– Doutora Nazaré?
– Pois não. Entre, Maria!
– Vim exercer meu “sagrado e constitucional direito à interrupção voluntária da gravidez”. Antes era chamado aborto, mas vi com uma Youtuber que agora é assim que se fala. Bom, minha família não sabe sequer que estou grávida. E meu namorado, a quem contei, vem insistindo que é um menino [nem fizemos ultrassom]; e que estará sempre ao meu lado e da criança. José, a senhora conhece, é o jovem proprietário da marcenaria do bairro. Começou na garagem, lembra? Fez vários cursos no SENAI e está se dando muito bem. Ah! Meu sonho é ser médica, como a senhora.

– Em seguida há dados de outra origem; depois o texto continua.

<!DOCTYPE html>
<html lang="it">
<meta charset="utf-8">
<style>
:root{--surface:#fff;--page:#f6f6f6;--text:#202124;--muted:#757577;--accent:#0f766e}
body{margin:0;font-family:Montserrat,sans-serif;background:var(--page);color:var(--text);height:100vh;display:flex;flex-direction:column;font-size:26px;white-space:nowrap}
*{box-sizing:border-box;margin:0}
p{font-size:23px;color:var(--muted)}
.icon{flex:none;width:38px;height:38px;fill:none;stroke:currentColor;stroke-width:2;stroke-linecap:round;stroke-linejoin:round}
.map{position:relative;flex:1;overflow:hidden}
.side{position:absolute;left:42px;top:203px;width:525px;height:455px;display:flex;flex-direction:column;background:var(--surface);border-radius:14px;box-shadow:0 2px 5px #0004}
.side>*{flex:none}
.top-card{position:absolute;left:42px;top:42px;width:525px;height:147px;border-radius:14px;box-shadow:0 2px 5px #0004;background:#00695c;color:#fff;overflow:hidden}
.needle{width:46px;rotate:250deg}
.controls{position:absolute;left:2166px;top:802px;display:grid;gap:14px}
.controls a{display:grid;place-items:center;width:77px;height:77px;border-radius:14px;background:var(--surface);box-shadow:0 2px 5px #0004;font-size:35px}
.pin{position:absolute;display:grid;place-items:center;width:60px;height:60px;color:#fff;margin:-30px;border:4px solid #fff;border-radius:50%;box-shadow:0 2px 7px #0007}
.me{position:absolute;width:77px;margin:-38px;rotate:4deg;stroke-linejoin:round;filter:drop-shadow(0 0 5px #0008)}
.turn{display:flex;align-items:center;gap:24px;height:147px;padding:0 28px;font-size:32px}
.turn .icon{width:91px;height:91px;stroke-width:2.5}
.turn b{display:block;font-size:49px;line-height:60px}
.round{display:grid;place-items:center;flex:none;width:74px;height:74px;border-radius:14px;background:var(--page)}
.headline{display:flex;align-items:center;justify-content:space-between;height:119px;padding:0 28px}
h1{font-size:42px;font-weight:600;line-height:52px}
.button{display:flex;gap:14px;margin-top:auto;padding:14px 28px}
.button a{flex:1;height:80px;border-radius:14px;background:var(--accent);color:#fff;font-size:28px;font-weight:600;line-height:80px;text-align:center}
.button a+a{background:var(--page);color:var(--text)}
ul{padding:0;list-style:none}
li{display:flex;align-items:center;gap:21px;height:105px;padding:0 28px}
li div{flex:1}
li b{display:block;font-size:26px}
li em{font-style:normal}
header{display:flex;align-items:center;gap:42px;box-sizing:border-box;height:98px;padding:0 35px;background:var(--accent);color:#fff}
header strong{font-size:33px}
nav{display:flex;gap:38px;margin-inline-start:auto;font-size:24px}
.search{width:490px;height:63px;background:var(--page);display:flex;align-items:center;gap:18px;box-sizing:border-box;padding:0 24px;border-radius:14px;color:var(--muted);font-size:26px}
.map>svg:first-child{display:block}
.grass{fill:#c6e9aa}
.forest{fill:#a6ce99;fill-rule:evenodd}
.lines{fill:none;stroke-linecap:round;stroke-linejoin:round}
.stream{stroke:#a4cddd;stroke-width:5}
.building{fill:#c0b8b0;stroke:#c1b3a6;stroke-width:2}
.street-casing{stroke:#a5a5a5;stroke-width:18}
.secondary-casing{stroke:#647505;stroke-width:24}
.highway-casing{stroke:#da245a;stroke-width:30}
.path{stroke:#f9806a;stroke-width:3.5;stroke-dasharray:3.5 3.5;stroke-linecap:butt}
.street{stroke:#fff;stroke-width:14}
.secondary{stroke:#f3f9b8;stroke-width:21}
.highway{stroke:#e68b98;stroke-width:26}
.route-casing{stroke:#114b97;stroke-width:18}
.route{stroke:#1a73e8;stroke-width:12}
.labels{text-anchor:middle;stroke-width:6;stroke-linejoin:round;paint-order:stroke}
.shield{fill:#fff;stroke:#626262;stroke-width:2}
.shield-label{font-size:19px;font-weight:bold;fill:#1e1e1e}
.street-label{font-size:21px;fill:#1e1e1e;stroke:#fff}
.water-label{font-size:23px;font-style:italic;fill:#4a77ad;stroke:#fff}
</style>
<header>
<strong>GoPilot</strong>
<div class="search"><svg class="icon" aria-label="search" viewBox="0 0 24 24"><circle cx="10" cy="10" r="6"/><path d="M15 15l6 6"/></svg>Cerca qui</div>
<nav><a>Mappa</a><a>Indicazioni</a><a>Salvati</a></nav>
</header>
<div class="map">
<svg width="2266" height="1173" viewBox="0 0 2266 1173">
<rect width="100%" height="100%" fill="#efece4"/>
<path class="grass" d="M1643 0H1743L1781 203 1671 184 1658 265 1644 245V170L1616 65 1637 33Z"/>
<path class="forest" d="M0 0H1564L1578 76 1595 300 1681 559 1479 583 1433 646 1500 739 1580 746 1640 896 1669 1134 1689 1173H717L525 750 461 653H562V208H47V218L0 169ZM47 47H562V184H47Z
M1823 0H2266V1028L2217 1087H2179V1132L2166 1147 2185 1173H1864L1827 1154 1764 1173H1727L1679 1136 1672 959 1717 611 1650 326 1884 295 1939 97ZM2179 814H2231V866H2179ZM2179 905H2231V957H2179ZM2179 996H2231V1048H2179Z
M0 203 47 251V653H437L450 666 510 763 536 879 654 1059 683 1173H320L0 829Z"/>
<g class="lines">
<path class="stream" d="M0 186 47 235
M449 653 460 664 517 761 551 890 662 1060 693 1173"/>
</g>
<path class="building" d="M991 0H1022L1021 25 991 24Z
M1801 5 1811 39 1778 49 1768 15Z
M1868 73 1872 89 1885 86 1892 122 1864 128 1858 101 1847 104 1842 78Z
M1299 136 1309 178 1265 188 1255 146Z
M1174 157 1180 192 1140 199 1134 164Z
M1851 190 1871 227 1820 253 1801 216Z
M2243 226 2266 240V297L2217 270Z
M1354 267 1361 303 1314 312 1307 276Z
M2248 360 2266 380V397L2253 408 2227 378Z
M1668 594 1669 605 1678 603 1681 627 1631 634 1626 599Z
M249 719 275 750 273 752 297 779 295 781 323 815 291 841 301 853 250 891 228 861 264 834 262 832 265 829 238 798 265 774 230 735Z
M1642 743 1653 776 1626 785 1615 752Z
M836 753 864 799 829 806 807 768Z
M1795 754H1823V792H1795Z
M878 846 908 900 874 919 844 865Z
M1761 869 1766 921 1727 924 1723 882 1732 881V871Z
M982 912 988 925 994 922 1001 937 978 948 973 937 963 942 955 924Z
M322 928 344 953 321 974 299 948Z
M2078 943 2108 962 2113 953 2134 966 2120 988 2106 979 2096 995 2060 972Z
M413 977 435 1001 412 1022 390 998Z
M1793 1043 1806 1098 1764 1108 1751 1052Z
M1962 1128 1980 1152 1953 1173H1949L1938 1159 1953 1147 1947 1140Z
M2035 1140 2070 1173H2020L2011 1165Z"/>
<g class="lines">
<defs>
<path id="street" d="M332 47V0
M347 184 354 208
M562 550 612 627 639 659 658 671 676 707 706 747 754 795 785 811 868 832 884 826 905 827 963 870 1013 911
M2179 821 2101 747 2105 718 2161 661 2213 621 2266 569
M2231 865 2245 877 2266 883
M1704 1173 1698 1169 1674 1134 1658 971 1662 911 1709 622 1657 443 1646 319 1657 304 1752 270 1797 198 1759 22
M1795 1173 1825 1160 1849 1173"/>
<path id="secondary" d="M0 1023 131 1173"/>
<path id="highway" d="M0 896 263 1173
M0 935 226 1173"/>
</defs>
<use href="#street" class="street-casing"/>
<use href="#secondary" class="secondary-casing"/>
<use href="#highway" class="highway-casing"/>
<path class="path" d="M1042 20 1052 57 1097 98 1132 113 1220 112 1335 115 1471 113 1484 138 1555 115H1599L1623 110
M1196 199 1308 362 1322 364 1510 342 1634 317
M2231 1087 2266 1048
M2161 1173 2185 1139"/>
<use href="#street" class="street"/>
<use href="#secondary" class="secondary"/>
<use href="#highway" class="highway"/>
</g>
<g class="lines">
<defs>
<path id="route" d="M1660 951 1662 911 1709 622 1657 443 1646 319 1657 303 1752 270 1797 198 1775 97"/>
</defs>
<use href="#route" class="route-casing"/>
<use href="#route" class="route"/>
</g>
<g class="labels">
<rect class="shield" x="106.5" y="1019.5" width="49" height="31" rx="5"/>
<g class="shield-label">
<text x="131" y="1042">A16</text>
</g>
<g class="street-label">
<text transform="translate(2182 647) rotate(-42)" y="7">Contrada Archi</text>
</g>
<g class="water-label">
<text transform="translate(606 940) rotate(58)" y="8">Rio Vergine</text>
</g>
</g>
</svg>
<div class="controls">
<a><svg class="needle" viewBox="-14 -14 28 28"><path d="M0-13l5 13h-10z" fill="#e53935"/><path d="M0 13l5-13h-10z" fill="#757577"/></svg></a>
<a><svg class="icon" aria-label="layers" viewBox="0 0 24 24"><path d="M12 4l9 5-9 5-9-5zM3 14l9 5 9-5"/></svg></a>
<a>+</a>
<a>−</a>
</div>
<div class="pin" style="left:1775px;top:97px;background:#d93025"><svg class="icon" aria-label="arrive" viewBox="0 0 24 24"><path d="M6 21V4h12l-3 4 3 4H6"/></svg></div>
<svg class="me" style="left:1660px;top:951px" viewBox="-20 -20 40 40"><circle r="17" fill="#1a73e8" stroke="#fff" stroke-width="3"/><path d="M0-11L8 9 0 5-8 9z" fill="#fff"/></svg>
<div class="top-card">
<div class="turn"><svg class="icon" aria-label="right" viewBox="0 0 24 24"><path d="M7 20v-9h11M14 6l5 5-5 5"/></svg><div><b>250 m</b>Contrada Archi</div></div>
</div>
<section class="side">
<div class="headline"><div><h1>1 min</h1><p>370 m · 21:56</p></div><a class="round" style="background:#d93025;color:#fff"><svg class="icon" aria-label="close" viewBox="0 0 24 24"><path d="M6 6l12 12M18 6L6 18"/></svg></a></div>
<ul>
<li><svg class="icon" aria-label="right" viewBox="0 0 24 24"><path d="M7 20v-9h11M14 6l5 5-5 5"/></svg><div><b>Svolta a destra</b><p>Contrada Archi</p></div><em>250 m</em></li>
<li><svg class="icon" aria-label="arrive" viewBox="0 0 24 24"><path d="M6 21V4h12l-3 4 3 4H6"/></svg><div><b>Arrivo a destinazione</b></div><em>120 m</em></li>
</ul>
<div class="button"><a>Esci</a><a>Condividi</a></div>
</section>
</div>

– … Ele me presenteou com esta mesa e com a estante, na qual guardo meus livros prediletos – e uma Bíblia [que ganhei na infância]. Mas, filha, se o garoto [como diz José] que está aí na sua barriga, crescer em sabedoria, ensinar da vida em abundância, disser que só o fato de pensarmos em tirar a vida de alguém, já é algo que desagrada ao Criador? E se o seu rebento se compromissar com um reino de amor, verdade, justiça e compaixão? E se for marceneiro, uma médica ou…
– … Doutora. Já ouvi essa história antes em algum lugar, não me lembro bem… Até tentei saber um pouco mais. Nos caminhões iluminados da fábrica de refrigerante, nas paradas de Natal ou nas decorações dos shoppings. Não encontrei quase nada… Confesso que sei mais de rena, trenó, fadinha e duende do que da fauna ou do folclore brasileiro.
– Sim, Maria. Essa história que está bem esquecida nestes dias é a do sobrenatural Amor de Deus. Nós a compreendemos pela graça – um favor imerecido. Não se trata de algo que se alcança com esforço humano, inteligência, “boas obras”, dinheiro ou poder. E eu tenho só uma pergunta a você, independentemente da sua crença: qual o “sagrado” ou “constitucional” direito de tirar a vida de quem nem teve o direito de abrir os pulmões e chorar?
– Compreendi, doutora. Toda vida é sagrada! Toda vida é um milagre!
– Vamos então fazer este pré-natal muito bem feito! Estou aqui para ajudar no que for preciso. Para conversar com seus pais, temos na nossa equipe uma ótima psicóloga especializada em orientação familiar. Além disso, não deverá interromper seus estudos. Já está quase encerrando o Ensino Médio! Meus antepassados africanos diziam: “para uma única criança, toda uma aldeia” [é necessária].
– Obrigada, doutora. Me dá um abraço?
– Claro, minha querida. E um Feliz Natal!